## Task
Give back the records below verbatim, please, but without a single image.

+---+

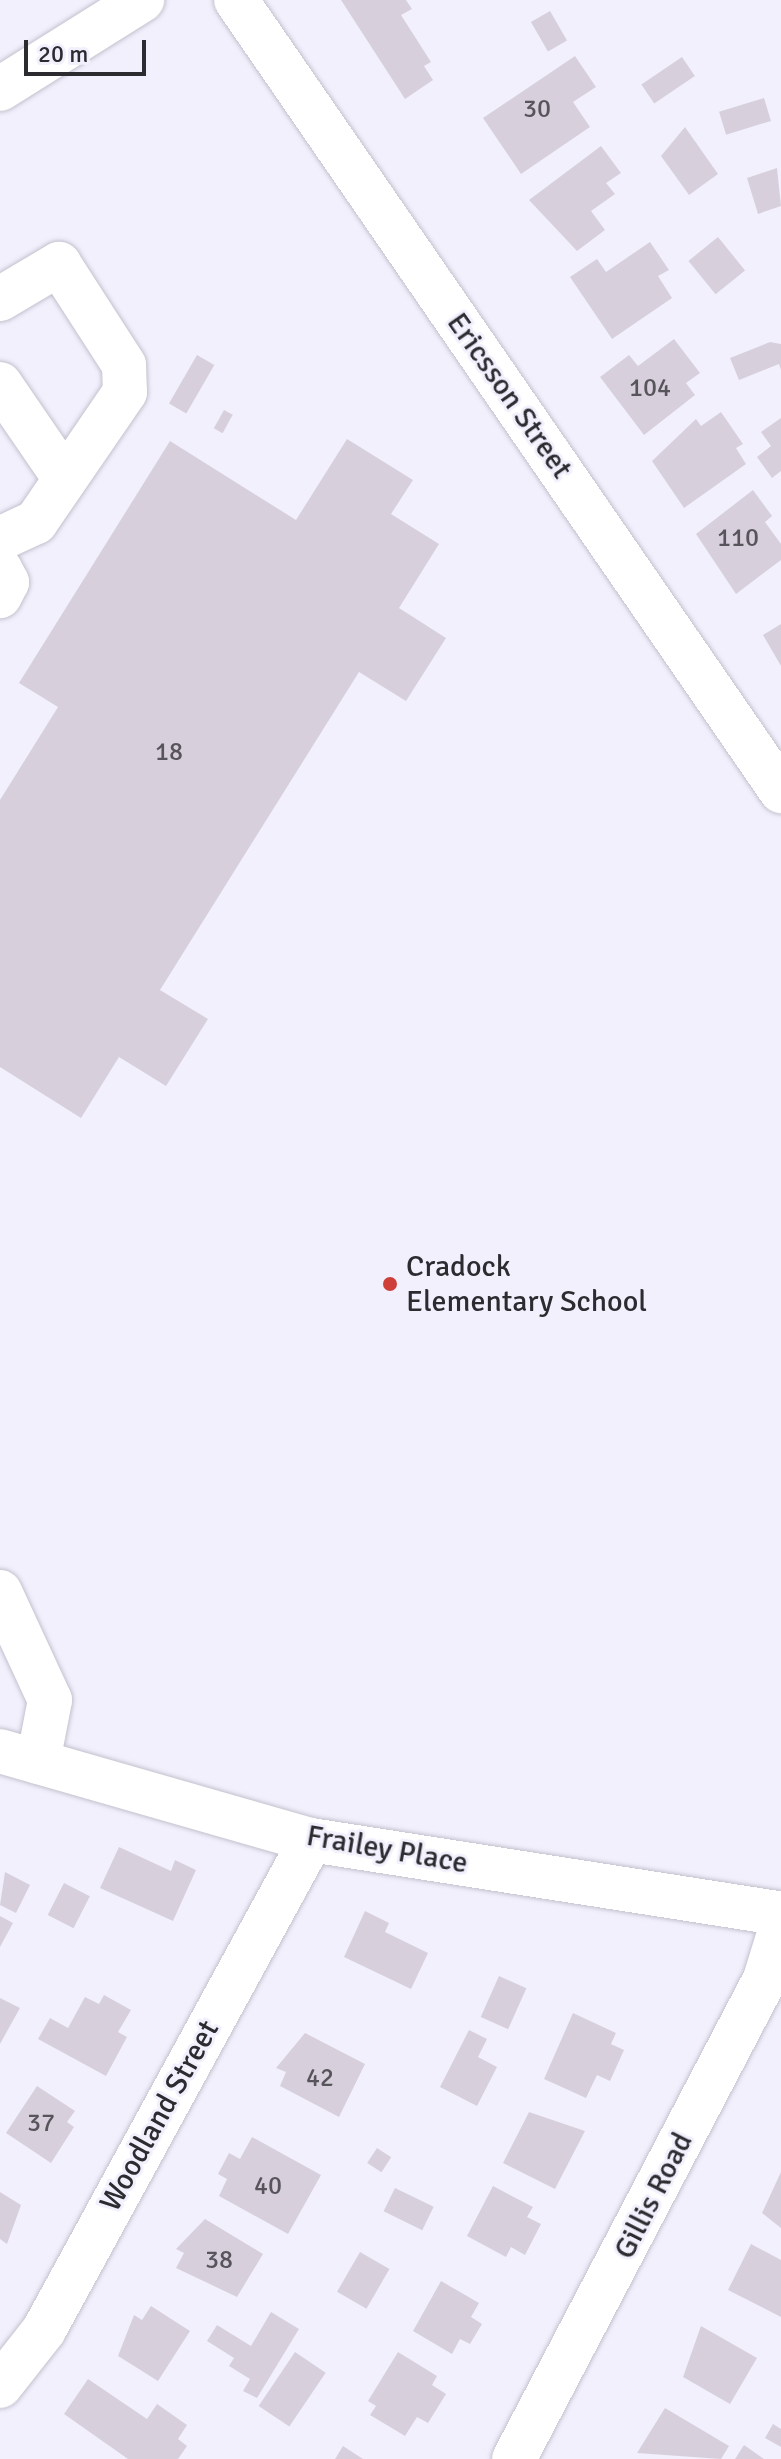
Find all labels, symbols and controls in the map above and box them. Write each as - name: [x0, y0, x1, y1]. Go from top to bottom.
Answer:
- scale bar: [28, 24, 150, 74]
- text: 20 m: [38, 39, 88, 69]
- house number: 30: [523, 94, 551, 126]
- street label: Ericsson Street: [439, 306, 579, 486]
- house number: 104: [629, 373, 671, 405]
- house number: 110: [717, 523, 759, 555]
- house number: 18: [155, 737, 183, 769]
- place label: Cradock Elementary School: [406, 1249, 647, 1320]
- marker: Cradock Elementary School: [381, 1275, 399, 1293]
- street label: Frailey Place: [304, 1818, 470, 1882]
- street label: Woodland Street: [93, 2014, 227, 2218]
- house number: 42: [306, 2063, 334, 2095]
- house number: 37: [27, 2108, 55, 2140]
- street label: Gillis Road: [607, 2127, 701, 2265]
- house number: 40: [254, 2171, 282, 2203]
- house number: 38: [205, 2245, 233, 2277]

+---+

## Result of the exercise
Find all labels, symbols and controls in the map above and box them. Write each as - name: [x0, y0, x1, y1]. Go from top to bottom.
Answer:
- scale bar: [28, 24, 150, 74]
- text: 20 m: [38, 39, 88, 69]
- house number: 30: [523, 94, 551, 126]
- street label: Ericsson Street: [439, 306, 579, 486]
- house number: 104: [629, 373, 671, 405]
- house number: 110: [717, 523, 759, 555]
- house number: 18: [155, 737, 183, 769]
- place label: Cradock Elementary School: [406, 1249, 647, 1320]
- marker: Cradock Elementary School: [381, 1275, 399, 1293]
- street label: Frailey Place: [304, 1818, 470, 1882]
- street label: Woodland Street: [93, 2014, 227, 2218]
- house number: 42: [306, 2063, 334, 2095]
- house number: 37: [27, 2108, 55, 2140]
- street label: Gillis Road: [607, 2127, 701, 2265]
- house number: 40: [254, 2171, 282, 2203]
- house number: 38: [205, 2245, 233, 2277]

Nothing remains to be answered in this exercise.